→ **Your assignment**: Only a number is wanted here: the number of lines of the data that include "Mühlstraße".

(Data section)

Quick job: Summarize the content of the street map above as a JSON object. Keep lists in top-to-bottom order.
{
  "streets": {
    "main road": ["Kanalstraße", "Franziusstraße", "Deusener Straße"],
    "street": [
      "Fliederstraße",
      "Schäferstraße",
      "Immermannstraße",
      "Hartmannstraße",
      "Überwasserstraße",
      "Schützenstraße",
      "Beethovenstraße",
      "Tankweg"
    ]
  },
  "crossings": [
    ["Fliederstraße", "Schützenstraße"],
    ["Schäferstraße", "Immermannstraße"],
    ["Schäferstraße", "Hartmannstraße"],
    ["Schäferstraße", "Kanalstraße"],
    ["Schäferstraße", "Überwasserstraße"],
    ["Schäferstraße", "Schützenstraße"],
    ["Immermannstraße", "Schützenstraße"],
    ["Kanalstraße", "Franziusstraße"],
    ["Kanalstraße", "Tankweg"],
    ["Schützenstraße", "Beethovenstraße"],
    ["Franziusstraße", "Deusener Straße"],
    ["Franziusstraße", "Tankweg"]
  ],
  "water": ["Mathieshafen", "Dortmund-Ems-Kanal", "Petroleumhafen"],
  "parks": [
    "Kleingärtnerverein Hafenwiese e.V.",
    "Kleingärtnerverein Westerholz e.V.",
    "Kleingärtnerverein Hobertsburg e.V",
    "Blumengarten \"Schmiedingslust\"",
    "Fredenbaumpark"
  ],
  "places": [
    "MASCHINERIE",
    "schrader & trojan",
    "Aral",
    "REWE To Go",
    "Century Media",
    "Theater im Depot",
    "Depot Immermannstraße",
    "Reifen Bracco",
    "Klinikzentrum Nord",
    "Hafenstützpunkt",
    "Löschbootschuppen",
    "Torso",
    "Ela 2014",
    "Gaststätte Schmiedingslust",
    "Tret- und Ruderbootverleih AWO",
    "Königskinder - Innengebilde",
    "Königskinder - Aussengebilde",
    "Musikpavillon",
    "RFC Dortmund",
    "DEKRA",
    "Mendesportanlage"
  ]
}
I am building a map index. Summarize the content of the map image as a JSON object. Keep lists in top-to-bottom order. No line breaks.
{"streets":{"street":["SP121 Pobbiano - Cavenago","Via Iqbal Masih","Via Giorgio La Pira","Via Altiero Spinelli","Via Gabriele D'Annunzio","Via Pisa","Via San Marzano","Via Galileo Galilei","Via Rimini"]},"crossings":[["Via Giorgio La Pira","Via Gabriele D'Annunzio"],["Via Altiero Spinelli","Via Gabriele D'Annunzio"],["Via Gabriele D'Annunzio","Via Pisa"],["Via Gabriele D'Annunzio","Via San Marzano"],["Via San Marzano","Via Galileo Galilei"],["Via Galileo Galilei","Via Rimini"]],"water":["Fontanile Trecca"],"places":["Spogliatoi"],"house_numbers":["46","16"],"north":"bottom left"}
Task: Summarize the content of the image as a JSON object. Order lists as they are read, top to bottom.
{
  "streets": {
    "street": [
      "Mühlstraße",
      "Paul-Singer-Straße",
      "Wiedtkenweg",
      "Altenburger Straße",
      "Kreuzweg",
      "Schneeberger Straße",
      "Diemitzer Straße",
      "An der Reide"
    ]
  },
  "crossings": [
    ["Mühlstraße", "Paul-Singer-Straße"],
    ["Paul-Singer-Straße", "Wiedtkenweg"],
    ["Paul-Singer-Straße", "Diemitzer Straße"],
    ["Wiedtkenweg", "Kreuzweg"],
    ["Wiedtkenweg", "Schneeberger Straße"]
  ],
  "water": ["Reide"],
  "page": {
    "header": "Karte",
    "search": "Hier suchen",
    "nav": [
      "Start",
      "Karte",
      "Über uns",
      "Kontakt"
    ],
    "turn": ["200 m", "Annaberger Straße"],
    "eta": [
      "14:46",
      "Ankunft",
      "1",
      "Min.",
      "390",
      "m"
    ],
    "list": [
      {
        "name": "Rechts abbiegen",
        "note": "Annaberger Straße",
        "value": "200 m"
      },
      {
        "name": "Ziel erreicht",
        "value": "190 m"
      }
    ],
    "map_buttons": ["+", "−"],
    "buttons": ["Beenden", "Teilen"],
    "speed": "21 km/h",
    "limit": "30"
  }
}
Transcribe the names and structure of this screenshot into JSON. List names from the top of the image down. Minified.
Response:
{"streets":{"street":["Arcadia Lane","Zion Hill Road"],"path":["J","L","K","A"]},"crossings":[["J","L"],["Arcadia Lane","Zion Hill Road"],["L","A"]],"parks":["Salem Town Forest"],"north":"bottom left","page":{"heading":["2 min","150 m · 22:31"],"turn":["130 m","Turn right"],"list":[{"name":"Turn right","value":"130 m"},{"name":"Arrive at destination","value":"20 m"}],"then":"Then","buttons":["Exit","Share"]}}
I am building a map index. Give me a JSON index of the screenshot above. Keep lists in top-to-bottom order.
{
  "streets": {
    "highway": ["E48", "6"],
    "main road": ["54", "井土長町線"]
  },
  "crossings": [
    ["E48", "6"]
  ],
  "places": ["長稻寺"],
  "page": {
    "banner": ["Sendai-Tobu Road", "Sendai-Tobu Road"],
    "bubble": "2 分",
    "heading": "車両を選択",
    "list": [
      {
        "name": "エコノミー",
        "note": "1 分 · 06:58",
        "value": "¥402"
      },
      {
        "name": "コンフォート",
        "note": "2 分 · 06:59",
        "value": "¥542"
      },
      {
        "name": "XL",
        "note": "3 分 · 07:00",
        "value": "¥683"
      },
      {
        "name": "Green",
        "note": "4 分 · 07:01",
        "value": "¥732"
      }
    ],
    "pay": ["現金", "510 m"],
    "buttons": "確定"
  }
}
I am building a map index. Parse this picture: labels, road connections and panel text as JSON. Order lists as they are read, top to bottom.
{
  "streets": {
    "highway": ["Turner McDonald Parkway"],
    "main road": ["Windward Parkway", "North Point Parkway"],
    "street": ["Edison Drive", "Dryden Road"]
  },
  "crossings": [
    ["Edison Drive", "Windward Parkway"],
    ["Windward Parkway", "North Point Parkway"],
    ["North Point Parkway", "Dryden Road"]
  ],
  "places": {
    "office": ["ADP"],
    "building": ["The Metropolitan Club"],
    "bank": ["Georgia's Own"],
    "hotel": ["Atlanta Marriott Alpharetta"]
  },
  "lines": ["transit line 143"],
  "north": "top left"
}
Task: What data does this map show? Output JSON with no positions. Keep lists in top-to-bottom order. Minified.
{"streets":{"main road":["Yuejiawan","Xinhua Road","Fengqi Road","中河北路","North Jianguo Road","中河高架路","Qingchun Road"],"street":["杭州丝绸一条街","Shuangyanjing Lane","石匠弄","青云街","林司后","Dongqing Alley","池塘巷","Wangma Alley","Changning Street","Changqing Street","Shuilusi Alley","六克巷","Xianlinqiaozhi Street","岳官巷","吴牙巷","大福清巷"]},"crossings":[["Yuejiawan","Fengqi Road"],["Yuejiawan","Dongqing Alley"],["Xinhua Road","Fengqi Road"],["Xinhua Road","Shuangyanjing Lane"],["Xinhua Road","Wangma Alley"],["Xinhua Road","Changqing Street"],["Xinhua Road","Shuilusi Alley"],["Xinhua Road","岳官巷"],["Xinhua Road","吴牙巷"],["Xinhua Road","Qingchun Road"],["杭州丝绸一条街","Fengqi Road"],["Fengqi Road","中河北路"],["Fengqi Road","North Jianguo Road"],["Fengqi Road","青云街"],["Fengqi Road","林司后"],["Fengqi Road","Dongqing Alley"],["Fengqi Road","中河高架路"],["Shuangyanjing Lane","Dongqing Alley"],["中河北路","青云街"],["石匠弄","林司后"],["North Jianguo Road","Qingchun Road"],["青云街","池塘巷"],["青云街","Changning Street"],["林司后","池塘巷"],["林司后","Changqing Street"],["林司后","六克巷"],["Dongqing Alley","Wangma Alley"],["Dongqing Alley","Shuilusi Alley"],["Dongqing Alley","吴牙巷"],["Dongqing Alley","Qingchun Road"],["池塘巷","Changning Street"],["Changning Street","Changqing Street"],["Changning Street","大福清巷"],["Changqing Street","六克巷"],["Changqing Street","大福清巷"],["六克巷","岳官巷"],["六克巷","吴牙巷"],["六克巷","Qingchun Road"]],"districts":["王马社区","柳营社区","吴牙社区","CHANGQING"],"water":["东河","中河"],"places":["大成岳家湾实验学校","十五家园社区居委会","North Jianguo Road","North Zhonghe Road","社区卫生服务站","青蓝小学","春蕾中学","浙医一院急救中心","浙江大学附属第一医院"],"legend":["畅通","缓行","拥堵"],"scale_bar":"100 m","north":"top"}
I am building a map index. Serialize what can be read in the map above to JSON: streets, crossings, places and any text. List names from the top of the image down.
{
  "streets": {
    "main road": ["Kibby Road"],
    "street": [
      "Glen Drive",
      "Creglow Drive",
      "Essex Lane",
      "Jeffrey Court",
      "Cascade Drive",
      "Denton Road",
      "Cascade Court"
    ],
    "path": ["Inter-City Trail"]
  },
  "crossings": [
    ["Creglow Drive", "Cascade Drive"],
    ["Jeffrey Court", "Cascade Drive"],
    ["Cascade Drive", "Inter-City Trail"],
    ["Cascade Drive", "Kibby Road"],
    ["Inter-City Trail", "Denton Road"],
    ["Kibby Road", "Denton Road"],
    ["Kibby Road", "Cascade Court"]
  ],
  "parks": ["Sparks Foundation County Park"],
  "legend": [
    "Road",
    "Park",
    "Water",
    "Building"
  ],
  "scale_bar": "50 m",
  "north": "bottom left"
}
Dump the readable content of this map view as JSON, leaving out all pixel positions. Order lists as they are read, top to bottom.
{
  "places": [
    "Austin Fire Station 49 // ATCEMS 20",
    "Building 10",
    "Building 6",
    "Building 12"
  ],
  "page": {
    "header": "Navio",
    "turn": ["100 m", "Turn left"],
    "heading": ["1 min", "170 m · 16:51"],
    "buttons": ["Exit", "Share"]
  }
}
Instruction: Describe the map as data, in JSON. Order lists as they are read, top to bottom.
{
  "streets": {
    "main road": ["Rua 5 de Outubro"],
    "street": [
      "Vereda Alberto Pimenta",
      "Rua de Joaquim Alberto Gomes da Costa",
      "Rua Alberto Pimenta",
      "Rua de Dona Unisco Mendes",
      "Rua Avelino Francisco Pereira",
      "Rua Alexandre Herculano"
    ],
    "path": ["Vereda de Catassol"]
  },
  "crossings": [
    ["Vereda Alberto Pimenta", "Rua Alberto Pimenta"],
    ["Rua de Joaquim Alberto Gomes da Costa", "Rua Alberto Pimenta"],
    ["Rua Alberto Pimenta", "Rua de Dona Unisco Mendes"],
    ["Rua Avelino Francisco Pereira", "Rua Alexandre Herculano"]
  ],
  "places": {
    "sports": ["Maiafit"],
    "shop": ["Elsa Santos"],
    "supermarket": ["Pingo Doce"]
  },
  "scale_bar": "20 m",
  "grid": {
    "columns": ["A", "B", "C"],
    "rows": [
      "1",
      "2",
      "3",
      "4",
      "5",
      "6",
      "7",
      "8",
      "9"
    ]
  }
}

(End Data section)

→ **Solution to this task**: 2